FIGURE 1.

Overview of the study design. The impact of preservation (n = 6) and non‐preservation (n = 5) BCT and BPI during blood storage at room temperature on EV stability (rEV recovery and EV morphology), sample quality (haemolysis, platelet activation, residual platelets and lipoprotein particles (presumably chylomicrons)), ex‐vivo release of blood‐cell derived EV subtypes (activated platelet EV, non‐platelet EV and erythrocyte EV) and EV omics profile (LC–MS/MS proteomics and small RNA sequencing) was evaluated. In the BCT evaluation phase of the study, the impact of 10 BCT on short‐term blood storage (T1) was assessed.
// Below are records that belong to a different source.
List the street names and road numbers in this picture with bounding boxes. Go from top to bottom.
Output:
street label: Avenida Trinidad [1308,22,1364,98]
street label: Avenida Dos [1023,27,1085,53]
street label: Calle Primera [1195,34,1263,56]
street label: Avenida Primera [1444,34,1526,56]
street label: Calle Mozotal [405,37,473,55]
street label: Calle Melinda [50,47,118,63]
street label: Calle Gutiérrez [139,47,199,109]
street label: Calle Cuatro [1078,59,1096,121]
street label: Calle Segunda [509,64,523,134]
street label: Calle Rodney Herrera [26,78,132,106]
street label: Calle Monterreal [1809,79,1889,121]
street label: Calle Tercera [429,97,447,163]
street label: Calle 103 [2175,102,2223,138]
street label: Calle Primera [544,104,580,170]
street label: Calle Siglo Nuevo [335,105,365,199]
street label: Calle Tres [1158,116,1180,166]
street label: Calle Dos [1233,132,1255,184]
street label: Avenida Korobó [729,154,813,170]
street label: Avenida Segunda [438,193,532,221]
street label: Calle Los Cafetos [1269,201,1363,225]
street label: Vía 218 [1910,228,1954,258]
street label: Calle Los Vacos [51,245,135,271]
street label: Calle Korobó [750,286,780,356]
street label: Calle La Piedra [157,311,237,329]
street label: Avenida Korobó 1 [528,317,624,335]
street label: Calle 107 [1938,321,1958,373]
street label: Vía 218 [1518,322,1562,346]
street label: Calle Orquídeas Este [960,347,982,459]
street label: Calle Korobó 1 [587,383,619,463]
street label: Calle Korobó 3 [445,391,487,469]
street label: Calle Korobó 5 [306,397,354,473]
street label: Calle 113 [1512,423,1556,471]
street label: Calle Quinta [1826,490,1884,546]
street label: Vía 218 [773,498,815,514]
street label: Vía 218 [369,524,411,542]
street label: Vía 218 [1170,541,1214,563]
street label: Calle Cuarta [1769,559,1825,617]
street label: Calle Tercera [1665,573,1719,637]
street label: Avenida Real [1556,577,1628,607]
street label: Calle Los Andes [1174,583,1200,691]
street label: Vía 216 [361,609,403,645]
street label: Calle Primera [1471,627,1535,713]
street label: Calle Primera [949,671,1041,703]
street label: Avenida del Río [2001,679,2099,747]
Based on these experiments, performance metrics were developed to enable robust and objective comparisons between BCT. In the BPI evaluation phase of the study, a selection of 4 BCT with favourable performance characteristics, and a BCT marketed for EV preservation (*), was additionally evaluated against three clinically relevant sample processing time intervals (T1–T3) to determine the ability of BCT to stabilize EV during blood sample storage over time. The selected time points between blood draw and processing were 1 h (T1) and 8 h (T2) to mimic immediate and same day processing (short‐term stabilizing efficiency), and 72 h (T3) to assess long‐term stabilizing efficiency.